You might consider moving your savings and checking accounts to a different bank. When you have a savings or checking account in the same bank as your car loan or credit card, the bank can use the money in your account to pay down the balance owed on the date you filed bankruptcy.
Another example involving banks is when you have authorized automatic payments from your account. It would be wise to stop those payments before filing so the money can be used for living expenses.
There is a very fine line in doing this and it is important that you understand not to cross it. Fraud, theft and lies are not tolerated well in bankruptcy proceedings. Creditors can ask a judge not to discharge a debt – or even all the debts – if the creditor believes there was abuse involved with it.

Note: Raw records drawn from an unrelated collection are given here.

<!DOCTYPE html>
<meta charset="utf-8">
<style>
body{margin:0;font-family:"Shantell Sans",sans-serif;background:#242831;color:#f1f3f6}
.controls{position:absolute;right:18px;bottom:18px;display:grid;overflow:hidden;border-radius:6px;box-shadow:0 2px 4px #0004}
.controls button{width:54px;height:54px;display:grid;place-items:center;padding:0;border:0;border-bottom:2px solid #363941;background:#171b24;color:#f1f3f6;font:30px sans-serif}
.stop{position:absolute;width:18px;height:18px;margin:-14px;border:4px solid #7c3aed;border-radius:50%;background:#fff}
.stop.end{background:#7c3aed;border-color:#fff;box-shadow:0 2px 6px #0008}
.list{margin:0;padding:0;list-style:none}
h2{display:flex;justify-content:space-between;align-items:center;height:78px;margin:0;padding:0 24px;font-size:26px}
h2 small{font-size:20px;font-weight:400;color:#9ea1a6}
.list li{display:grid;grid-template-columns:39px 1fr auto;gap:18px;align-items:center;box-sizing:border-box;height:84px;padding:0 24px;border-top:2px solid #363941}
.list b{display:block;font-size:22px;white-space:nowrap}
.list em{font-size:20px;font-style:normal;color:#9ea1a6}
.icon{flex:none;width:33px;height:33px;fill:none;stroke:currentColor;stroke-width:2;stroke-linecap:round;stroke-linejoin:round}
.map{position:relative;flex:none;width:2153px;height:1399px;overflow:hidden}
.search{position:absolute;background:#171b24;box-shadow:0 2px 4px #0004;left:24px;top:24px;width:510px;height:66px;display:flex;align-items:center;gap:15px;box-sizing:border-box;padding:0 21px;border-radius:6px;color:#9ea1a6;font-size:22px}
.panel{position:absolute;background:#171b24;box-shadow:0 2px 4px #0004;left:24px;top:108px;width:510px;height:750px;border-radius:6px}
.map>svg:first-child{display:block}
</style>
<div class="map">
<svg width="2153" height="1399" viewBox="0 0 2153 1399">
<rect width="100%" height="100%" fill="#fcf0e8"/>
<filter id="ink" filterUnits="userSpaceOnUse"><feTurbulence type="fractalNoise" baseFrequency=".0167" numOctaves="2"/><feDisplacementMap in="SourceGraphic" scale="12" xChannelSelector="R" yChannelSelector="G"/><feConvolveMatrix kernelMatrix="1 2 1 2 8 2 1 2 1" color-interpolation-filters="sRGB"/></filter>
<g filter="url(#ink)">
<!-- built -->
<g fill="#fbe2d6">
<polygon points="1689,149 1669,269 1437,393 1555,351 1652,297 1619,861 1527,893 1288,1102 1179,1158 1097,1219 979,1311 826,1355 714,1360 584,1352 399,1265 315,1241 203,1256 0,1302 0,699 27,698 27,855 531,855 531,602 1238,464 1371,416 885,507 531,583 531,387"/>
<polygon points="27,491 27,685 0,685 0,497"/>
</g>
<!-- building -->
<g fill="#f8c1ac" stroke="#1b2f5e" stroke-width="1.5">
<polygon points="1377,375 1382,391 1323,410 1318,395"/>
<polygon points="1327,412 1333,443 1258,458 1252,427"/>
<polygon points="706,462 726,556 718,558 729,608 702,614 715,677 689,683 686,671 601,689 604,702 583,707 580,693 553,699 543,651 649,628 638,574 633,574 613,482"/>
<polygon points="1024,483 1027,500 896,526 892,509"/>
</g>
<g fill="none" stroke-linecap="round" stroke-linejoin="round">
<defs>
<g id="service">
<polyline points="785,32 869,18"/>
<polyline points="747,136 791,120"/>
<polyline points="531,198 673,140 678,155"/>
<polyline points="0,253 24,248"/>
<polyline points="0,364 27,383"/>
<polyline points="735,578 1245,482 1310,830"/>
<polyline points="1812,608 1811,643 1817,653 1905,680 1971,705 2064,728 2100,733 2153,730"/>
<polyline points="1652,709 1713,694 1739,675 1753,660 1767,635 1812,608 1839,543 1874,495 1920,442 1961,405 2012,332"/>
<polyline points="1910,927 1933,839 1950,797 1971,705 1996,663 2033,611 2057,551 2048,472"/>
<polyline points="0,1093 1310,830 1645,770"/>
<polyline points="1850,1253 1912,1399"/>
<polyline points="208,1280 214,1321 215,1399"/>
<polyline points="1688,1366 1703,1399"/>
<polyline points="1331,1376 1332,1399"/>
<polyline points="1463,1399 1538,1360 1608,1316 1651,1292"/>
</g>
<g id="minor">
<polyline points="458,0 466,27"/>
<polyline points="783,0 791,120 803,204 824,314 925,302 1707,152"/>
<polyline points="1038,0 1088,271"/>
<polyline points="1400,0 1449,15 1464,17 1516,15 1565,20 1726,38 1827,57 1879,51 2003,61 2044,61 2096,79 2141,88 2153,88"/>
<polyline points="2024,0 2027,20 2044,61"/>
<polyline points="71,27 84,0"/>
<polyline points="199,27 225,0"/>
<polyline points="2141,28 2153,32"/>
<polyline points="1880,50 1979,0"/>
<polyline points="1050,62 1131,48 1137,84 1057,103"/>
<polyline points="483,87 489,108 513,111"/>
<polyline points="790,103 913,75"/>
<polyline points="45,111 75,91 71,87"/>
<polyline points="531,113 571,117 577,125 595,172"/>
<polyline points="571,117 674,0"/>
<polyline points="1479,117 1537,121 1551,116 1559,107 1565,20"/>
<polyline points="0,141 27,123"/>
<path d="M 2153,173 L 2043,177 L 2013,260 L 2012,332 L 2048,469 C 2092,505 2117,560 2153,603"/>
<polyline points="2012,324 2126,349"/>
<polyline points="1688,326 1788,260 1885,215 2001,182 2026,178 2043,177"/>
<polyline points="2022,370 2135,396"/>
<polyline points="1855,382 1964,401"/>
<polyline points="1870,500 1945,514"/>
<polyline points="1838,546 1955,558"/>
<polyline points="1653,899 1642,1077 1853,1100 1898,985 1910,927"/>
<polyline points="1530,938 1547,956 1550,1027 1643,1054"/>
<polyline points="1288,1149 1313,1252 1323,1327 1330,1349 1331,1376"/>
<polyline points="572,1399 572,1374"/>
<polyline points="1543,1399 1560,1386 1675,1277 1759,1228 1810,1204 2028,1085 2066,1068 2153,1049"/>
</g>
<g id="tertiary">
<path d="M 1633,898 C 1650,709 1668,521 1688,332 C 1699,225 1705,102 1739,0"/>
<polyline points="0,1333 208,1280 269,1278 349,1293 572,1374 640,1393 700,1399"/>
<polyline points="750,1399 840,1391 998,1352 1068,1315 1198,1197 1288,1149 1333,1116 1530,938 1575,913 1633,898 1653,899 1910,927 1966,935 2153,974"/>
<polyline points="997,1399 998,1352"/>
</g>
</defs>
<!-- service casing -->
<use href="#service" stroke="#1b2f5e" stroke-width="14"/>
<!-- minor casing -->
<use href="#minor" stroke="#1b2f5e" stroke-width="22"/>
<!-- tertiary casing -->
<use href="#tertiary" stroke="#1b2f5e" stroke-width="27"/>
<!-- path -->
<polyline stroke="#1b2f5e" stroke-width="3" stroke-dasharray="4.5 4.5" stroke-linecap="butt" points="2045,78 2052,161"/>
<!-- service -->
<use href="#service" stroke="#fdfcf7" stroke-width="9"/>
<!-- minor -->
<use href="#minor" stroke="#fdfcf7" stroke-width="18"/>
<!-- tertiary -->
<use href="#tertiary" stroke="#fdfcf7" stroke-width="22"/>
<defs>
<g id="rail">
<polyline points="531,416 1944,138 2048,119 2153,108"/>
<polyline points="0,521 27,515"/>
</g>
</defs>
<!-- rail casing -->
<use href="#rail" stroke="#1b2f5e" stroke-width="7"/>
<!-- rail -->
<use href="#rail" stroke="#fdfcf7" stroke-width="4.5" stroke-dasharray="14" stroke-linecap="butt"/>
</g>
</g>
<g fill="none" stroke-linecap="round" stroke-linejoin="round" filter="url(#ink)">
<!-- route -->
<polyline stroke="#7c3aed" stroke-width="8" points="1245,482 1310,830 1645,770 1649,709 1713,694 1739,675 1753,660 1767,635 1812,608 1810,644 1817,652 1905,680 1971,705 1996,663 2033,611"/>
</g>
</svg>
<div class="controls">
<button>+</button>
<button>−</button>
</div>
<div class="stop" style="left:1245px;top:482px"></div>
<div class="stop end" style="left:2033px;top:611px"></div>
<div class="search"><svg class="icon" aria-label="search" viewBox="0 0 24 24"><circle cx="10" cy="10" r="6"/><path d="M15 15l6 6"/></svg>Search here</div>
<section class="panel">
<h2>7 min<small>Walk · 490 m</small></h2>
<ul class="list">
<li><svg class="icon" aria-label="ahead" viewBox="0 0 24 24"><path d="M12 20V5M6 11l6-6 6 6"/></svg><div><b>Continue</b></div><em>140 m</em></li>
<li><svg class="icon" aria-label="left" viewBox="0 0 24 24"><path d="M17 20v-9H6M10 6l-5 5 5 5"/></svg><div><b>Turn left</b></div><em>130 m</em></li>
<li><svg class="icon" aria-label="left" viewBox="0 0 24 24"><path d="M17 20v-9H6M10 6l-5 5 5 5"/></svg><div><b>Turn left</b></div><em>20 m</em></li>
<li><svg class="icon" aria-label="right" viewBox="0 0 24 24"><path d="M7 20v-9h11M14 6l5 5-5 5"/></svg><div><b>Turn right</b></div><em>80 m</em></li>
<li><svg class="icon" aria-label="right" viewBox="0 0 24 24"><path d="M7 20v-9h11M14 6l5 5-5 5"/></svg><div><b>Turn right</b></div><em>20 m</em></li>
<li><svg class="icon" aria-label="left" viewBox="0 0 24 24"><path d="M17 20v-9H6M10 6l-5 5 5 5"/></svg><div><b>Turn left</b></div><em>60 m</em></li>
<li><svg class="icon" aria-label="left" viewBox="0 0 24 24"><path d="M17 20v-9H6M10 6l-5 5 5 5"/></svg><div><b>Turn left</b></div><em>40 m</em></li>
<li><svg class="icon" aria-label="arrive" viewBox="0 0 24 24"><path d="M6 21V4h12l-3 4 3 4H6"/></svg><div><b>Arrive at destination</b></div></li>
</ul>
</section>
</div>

The bankruptcy trustee could ask that no debts be discharged if they believe there was considerable abuse in attempt to conceal assets. It’s even possible that the debtor could face criminal liability.

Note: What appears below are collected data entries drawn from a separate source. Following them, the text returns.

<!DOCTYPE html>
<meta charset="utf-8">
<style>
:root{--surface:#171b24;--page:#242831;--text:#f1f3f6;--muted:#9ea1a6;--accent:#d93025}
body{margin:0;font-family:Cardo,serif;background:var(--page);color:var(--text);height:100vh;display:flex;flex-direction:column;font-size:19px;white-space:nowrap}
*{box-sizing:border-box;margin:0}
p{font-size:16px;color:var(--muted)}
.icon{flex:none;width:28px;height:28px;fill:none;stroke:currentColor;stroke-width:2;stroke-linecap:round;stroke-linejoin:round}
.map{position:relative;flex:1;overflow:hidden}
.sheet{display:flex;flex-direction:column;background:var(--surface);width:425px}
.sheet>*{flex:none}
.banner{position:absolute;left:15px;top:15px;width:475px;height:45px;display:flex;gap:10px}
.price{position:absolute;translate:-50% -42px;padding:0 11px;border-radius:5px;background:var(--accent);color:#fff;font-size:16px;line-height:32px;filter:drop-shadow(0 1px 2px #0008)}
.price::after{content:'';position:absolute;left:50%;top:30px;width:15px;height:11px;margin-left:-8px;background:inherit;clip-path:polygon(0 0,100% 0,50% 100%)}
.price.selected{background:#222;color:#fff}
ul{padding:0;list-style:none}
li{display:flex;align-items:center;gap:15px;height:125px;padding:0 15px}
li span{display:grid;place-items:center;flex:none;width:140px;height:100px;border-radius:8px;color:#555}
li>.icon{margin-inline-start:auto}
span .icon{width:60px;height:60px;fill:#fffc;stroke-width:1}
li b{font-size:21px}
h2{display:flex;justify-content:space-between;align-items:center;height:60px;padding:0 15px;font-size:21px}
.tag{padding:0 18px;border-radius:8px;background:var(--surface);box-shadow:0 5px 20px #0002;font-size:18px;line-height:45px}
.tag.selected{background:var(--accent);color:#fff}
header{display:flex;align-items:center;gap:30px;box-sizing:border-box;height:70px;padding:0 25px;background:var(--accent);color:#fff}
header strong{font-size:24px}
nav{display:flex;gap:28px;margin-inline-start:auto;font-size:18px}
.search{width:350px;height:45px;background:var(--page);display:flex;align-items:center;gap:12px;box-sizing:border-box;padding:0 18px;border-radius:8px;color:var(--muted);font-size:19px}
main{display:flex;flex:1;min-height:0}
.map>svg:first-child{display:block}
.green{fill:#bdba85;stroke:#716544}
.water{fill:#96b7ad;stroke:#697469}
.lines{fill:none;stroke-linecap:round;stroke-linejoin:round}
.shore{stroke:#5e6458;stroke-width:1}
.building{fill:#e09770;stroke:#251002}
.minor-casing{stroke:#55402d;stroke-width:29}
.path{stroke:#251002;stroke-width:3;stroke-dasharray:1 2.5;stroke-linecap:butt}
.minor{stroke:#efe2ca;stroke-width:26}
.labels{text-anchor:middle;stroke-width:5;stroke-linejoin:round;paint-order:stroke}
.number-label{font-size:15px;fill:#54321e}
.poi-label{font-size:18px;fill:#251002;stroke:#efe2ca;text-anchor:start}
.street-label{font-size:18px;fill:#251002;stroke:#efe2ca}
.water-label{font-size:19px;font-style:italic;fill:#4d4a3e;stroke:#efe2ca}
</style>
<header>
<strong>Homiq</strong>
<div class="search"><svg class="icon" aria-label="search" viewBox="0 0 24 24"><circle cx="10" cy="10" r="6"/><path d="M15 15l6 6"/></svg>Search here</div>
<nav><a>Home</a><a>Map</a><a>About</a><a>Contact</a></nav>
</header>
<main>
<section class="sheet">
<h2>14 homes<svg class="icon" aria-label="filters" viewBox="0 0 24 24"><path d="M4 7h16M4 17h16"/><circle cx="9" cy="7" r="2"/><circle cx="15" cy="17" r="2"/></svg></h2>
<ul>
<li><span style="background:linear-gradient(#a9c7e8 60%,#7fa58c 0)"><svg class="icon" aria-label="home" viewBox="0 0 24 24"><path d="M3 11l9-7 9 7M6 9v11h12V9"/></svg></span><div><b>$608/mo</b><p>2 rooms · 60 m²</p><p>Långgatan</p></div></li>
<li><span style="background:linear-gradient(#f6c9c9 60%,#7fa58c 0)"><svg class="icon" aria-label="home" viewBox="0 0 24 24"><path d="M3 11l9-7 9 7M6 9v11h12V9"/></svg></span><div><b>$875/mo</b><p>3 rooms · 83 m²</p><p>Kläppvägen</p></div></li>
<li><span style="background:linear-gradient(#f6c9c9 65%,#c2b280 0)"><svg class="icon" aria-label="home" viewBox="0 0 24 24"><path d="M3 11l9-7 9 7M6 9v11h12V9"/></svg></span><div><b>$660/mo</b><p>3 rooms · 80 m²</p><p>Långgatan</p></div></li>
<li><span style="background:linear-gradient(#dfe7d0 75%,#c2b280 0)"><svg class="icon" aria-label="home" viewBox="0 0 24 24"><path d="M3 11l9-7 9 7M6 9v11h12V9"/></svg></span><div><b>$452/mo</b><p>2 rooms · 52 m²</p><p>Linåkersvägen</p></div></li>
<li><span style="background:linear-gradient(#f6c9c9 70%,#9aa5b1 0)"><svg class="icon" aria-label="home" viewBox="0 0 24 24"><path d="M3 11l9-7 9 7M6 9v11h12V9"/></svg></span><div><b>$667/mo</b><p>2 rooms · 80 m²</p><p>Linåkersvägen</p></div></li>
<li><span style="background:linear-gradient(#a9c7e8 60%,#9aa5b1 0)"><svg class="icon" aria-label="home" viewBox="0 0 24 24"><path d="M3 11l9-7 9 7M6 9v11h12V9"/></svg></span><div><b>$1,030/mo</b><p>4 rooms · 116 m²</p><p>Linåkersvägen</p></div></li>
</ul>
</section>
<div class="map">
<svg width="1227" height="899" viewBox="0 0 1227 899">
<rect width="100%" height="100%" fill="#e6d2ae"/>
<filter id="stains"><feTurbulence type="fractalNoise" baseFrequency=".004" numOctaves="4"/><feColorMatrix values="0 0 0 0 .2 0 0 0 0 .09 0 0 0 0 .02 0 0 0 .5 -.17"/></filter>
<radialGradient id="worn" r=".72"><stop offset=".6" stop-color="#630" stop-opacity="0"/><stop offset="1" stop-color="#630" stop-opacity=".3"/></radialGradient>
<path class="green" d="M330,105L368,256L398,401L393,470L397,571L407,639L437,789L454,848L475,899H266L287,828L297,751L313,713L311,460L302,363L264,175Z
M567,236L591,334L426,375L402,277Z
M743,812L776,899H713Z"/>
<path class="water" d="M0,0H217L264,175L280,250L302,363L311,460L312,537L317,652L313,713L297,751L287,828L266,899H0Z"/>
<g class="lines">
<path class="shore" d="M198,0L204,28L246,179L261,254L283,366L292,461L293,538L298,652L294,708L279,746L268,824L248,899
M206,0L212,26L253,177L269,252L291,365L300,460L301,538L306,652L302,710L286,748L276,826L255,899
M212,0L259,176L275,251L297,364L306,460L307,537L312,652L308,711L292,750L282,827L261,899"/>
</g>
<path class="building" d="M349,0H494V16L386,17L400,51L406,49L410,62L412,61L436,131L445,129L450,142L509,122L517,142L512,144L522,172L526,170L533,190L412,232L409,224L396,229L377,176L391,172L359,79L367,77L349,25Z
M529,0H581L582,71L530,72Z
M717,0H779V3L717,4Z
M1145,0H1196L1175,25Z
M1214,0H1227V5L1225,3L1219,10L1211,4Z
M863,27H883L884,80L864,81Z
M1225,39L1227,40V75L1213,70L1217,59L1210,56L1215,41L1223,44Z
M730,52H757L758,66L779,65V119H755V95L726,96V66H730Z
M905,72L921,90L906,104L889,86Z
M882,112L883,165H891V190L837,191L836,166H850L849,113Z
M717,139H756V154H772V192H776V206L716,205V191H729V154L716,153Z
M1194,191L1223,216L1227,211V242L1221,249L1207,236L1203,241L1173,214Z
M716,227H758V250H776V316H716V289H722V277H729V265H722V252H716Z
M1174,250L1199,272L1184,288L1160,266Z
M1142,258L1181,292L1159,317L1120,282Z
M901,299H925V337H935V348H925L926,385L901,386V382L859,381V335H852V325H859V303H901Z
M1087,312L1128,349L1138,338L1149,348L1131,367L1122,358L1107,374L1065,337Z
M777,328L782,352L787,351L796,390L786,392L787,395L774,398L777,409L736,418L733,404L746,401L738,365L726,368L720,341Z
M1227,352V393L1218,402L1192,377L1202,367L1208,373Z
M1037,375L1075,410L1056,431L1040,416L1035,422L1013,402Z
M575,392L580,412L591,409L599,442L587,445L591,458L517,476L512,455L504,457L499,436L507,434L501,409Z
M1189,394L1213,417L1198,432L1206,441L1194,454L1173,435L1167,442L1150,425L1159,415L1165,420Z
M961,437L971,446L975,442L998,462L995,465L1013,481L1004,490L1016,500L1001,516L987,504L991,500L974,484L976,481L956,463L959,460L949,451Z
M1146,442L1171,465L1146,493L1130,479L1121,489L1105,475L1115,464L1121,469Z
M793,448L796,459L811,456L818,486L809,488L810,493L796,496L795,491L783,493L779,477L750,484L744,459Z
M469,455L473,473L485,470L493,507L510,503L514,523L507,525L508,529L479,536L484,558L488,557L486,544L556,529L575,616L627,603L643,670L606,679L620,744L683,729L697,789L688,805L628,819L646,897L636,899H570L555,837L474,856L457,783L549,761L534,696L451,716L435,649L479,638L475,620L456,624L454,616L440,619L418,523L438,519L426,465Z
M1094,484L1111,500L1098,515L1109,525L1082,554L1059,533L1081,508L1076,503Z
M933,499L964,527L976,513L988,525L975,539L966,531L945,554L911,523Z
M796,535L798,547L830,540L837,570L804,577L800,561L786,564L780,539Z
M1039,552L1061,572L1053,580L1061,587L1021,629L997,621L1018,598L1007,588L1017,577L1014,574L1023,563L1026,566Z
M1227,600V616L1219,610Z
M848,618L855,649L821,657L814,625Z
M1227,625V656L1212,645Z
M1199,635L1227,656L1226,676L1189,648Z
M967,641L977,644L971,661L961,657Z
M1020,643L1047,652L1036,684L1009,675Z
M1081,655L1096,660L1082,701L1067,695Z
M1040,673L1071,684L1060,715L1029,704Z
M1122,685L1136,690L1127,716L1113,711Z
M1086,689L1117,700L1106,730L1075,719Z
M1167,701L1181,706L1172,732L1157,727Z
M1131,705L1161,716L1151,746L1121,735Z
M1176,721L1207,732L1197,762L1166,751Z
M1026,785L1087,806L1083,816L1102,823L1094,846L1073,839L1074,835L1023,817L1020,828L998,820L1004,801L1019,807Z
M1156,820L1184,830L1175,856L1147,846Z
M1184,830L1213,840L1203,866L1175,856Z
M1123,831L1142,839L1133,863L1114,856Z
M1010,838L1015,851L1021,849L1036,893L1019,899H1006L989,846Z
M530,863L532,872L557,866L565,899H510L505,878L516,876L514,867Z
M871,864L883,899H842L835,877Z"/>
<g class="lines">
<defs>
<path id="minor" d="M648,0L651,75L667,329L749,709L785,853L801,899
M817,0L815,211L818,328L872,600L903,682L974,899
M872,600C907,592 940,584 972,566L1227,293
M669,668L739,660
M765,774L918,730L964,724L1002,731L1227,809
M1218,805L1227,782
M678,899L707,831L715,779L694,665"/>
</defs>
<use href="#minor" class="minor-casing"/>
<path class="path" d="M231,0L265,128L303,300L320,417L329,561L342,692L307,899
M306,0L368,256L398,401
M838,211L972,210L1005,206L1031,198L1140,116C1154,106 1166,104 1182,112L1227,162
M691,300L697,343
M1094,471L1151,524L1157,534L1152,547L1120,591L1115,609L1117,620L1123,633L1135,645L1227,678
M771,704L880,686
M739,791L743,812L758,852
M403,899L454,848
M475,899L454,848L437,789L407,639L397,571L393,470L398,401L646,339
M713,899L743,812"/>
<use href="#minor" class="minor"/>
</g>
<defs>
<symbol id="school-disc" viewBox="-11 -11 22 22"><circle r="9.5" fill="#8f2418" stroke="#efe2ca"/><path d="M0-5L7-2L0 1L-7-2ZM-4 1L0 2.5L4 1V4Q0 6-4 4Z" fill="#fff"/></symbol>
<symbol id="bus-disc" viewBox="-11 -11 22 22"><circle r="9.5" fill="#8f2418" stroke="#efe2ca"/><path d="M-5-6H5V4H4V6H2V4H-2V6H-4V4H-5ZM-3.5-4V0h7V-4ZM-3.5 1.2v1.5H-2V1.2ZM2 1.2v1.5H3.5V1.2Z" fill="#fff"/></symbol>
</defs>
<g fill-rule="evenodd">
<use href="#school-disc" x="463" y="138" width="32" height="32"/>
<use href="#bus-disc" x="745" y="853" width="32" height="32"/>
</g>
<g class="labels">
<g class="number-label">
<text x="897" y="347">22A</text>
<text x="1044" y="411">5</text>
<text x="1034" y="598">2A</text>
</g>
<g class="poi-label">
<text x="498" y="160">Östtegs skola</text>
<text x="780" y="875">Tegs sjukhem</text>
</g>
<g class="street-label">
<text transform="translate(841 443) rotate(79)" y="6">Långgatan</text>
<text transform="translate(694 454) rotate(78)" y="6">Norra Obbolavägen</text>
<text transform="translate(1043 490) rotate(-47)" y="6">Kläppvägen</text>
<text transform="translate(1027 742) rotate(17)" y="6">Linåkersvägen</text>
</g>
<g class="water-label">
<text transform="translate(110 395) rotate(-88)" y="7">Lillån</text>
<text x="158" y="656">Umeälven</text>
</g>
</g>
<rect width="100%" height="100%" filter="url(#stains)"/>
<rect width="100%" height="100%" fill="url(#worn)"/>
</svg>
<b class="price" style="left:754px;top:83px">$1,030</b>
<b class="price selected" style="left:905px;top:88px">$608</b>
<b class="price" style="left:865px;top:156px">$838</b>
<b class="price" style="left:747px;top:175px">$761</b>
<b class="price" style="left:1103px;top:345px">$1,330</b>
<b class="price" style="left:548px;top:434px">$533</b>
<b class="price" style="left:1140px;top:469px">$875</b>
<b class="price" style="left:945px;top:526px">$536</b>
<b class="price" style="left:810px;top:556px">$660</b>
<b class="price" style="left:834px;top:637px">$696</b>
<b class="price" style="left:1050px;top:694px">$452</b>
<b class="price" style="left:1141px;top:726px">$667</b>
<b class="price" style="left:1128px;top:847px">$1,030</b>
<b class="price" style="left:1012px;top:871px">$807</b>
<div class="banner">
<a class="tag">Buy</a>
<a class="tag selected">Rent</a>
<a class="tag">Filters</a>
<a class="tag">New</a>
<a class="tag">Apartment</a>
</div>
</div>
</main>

“Bankruptcy is intended for the unfortunate, but honest debtor and not someone who is going to engage in culpability for bad acts,” Krekeler said. “An experienced professional can answer questions, probably off the top of his or her head, and tell you what you need to do and the right way to go about it.”
Things You Should Not Do before Filing for Bankruptcy
In case you’re wondering if you crossed the line when trying to protect assets before filing for bankruptcy, here are a few examples … or warnings!
The first is choosing who to repay and who not to repay. If you intend to use money or property to settle some debts before filing for bankruptcy, you should treat all creditors equally. If you show a clear preference in who you paid before filing, the bankruptcy trustee could come back later and take back all or part of the money.
For example, paying your brother back for a personal loan he made to you, but refusing to make an installment payment on a car or credit card payment is considered wrong. This is known as an “avoidable preference” and may end up being nullified by a bankruptcy trustee.
The same is true for people who try to “give” their assets to friends or relatives before filing for bankruptcy. It is fraud to give the keys to your paid off car to your nephew or a gold, diamond ring to your daughter or give your best friend a 50% discount on a lake house.
Credit cards can be a major problem in pre-bankruptcy filings. People who know that their credit card debt will be discharged when they file, might try to take advantage of it by using the card to fund a vacation or expensive purchase or go on a clothes shopping spree before filing.
Bad move! Judges regard that as defrauding the system.
The easiest way to avoid this is to give away property or repay debts to relatives or friends at least one year before filing for bankruptcy. Another option is to transfer your assets while you’re still solvent. You are considered solvent when your assets exceed your liabilities.
“The most important thing about this is don’t try to hide assets, don’t try to transfer them to family, friends or some relative because nobody knows about them,” Leibowitz said. “This is something people do a lot of times and all they end up doing is getting themselves in trouble.”